Problem to work on: Each line from the one containing "<b>12:54</b>" to the end of the records should be copied exactly, and no other line.
*** Opening Data ***
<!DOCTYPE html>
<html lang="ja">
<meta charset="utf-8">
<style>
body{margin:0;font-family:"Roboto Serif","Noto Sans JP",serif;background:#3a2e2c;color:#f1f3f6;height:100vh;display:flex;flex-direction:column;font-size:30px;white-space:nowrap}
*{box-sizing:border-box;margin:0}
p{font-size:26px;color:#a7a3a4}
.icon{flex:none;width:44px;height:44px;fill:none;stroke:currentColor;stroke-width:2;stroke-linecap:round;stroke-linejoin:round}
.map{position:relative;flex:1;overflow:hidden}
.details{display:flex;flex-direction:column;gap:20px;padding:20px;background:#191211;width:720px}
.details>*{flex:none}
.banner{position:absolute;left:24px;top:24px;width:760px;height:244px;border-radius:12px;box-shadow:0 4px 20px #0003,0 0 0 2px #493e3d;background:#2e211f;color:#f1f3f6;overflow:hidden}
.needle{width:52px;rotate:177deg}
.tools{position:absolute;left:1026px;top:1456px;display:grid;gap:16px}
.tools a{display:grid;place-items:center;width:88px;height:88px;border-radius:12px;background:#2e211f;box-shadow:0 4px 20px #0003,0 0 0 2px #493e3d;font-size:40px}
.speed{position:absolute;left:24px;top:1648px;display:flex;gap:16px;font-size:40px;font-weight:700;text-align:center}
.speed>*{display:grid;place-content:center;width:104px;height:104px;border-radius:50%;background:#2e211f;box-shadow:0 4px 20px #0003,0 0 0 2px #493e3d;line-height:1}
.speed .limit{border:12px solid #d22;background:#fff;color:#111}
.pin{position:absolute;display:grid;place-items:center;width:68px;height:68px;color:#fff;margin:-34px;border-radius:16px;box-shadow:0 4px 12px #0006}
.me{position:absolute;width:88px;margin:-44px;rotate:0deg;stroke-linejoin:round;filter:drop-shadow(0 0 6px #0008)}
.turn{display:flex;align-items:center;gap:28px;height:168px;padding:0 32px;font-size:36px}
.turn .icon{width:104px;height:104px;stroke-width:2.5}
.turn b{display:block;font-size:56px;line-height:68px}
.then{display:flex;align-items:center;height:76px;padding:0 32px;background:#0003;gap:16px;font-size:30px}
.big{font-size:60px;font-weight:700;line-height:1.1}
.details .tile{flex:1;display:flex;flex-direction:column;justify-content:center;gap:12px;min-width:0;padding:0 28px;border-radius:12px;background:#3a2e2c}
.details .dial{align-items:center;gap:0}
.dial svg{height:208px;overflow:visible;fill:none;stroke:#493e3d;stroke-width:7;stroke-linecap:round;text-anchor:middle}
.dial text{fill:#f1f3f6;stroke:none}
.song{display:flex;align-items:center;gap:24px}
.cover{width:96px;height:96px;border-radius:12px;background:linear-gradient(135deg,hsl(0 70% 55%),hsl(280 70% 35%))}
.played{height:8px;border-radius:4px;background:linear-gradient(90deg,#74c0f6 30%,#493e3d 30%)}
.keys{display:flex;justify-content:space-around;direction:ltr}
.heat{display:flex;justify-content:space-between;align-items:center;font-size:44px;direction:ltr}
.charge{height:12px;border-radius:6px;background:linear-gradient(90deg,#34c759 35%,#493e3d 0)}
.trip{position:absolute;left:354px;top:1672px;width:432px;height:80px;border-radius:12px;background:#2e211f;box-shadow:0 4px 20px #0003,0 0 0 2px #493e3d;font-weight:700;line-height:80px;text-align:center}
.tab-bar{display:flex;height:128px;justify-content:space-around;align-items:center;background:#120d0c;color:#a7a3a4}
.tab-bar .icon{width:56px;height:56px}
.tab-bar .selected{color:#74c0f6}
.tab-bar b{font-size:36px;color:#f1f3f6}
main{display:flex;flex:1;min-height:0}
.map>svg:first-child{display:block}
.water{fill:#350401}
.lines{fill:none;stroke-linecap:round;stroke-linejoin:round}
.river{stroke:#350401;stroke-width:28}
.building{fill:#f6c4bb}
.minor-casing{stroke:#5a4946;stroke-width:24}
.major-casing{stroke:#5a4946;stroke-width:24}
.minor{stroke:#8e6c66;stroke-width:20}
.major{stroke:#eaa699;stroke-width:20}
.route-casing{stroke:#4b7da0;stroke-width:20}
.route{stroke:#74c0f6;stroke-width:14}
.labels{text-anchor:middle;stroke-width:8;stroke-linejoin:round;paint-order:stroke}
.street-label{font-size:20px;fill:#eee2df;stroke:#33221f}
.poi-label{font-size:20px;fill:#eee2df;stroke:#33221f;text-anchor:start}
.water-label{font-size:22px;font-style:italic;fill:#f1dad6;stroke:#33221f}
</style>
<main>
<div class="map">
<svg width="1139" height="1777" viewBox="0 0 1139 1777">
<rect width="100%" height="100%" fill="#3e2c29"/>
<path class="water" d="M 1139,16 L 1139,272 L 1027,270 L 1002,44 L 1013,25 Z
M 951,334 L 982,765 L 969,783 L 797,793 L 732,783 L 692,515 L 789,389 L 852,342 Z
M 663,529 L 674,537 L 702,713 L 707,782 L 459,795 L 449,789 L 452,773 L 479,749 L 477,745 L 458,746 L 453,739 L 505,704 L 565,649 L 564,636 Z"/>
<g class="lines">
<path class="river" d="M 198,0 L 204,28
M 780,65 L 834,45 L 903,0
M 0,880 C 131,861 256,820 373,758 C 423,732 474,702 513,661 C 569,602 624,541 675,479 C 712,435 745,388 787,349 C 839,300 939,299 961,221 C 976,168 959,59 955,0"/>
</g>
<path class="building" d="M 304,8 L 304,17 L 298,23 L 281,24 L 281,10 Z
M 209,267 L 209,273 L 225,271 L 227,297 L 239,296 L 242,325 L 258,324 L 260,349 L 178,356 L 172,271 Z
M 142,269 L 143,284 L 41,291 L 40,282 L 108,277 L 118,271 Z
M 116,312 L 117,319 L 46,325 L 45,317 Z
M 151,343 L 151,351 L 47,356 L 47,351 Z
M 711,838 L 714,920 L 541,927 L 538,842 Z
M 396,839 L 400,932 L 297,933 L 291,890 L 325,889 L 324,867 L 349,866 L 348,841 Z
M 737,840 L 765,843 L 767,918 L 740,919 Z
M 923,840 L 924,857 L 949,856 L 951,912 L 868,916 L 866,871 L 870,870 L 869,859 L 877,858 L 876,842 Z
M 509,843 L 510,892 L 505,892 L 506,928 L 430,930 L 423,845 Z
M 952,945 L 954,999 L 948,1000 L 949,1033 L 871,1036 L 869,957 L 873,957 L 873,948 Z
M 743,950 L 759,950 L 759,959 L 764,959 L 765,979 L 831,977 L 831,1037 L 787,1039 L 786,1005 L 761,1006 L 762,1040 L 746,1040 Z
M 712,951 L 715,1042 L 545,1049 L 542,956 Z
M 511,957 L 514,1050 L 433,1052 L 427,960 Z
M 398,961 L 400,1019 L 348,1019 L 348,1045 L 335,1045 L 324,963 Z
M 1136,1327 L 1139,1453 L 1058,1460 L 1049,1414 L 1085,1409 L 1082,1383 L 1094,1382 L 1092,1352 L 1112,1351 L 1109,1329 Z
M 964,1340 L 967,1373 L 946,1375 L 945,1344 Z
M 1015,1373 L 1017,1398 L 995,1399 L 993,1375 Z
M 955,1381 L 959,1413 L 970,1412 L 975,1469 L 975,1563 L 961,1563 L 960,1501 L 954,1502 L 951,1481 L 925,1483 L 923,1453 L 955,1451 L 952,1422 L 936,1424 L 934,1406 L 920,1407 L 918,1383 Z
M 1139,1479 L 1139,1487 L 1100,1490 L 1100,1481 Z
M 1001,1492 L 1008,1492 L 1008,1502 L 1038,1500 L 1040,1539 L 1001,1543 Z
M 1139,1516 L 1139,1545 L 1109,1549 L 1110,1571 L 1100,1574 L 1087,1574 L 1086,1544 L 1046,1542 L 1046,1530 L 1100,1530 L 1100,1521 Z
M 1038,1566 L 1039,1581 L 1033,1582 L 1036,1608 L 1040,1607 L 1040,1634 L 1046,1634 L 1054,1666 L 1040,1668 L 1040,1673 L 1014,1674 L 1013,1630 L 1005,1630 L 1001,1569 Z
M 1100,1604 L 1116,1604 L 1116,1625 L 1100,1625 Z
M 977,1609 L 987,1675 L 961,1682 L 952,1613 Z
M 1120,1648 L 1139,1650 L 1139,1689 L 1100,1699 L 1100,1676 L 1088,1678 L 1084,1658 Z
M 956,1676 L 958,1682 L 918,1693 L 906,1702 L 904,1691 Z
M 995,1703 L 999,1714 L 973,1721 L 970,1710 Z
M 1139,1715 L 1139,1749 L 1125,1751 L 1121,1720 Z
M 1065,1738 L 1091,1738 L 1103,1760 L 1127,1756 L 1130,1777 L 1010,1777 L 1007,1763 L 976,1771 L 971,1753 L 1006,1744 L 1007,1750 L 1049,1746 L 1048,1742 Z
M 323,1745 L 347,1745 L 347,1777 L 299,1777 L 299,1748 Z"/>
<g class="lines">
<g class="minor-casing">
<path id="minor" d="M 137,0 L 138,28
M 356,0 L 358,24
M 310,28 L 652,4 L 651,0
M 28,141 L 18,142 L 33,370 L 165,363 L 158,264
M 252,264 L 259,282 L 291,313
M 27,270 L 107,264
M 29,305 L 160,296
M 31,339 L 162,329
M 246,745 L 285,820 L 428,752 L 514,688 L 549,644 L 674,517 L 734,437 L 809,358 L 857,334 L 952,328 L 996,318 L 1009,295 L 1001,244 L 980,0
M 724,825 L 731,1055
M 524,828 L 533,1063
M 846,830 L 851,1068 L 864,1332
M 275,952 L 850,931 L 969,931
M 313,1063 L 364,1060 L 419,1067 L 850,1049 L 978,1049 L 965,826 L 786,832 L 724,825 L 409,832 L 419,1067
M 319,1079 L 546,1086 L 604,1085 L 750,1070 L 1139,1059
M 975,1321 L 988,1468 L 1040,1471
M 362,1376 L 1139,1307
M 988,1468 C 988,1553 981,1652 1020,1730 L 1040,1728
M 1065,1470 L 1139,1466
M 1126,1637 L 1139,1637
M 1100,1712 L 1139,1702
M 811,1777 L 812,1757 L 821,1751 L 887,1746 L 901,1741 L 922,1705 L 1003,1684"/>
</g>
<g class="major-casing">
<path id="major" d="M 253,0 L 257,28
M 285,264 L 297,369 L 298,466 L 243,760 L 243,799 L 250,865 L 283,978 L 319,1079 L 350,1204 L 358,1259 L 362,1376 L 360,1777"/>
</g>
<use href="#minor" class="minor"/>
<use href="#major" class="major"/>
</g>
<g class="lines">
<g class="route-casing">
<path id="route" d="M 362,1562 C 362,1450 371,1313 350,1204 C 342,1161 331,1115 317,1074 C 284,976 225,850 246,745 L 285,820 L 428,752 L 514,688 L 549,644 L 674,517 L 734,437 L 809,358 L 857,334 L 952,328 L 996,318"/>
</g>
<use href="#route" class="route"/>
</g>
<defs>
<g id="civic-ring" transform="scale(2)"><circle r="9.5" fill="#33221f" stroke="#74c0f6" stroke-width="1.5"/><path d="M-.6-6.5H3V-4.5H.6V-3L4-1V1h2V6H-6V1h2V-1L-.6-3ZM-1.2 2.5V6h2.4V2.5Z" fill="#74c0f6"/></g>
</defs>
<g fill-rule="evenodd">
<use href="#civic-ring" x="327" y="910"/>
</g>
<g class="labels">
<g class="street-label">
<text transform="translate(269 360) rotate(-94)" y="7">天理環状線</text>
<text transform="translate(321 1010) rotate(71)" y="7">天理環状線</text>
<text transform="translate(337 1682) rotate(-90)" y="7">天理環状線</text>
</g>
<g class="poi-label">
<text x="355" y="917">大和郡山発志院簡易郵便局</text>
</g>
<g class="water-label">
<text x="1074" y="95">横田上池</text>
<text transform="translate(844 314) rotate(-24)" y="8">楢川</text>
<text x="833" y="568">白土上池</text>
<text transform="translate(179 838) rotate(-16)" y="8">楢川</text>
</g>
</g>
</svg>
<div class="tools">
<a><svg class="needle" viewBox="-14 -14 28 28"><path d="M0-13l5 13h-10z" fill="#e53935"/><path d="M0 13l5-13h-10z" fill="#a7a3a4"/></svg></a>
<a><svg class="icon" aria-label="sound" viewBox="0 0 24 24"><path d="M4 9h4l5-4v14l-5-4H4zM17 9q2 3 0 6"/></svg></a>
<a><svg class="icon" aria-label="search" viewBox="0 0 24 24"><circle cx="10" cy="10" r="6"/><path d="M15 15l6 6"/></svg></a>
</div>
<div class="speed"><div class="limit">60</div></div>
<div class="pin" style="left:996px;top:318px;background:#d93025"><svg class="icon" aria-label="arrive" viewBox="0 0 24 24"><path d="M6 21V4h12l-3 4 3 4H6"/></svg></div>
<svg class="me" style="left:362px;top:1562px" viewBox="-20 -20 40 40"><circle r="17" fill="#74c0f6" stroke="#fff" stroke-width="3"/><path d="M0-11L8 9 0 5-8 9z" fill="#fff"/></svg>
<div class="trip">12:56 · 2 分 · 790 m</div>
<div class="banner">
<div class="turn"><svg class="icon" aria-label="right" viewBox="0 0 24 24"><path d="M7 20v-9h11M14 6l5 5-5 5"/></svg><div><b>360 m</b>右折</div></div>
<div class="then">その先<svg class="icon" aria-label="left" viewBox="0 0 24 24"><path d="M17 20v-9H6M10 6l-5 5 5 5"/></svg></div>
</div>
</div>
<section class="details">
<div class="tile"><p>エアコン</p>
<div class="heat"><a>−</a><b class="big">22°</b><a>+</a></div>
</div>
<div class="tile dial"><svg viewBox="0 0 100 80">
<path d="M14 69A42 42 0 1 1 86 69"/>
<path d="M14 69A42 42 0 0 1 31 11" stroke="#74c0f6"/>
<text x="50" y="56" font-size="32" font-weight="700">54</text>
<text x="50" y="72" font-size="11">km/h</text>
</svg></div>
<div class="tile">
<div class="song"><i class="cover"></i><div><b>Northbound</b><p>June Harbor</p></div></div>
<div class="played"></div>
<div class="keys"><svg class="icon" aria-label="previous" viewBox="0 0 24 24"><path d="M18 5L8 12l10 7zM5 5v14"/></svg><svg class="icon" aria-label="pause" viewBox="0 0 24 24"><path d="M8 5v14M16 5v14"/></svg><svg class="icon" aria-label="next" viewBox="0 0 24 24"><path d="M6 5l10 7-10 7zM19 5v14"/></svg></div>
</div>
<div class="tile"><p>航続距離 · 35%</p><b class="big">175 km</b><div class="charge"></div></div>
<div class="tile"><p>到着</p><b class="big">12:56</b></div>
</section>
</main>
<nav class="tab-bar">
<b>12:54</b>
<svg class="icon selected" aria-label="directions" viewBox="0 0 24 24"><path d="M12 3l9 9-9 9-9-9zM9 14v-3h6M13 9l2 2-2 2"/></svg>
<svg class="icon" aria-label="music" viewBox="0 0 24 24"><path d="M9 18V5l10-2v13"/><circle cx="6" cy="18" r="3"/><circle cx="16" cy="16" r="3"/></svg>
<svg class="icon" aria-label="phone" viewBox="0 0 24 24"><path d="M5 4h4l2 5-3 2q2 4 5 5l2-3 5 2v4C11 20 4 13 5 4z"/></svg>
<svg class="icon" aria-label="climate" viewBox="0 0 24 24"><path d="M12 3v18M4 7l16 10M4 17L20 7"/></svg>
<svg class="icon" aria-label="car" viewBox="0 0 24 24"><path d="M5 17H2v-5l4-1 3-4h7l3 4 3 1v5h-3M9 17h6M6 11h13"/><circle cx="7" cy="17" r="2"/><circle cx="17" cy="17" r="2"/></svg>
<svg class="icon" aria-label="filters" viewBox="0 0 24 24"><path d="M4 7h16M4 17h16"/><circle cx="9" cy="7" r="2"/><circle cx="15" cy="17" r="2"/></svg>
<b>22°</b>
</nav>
*** Closing Data ***
Expected output:
<b>12:54</b>
<svg class="icon selected" aria-label="directions" viewBox="0 0 24 24"><path d="M12 3l9 9-9 9-9-9zM9 14v-3h6M13 9l2 2-2 2"/></svg>
<svg class="icon" aria-label="music" viewBox="0 0 24 24"><path d="M9 18V5l10-2v13"/><circle cx="6" cy="18" r="3"/><circle cx="16" cy="16" r="3"/></svg>
<svg class="icon" aria-label="phone" viewBox="0 0 24 24"><path d="M5 4h4l2 5-3 2q2 4 5 5l2-3 5 2v4C11 20 4 13 5 4z"/></svg>
<svg class="icon" aria-label="climate" viewBox="0 0 24 24"><path d="M12 3v18M4 7l16 10M4 17L20 7"/></svg>
<svg class="icon" aria-label="car" viewBox="0 0 24 24"><path d="M5 17H2v-5l4-1 3-4h7l3 4 3 1v5h-3M9 17h6M6 11h13"/><circle cx="7" cy="17" r="2"/><circle cx="17" cy="17" r="2"/></svg>
<svg class="icon" aria-label="filters" viewBox="0 0 24 24"><path d="M4 7h16M4 17h16"/><circle cx="9" cy="7" r="2"/><circle cx="15" cy="17" r="2"/></svg>
<b>22°</b>
</nav>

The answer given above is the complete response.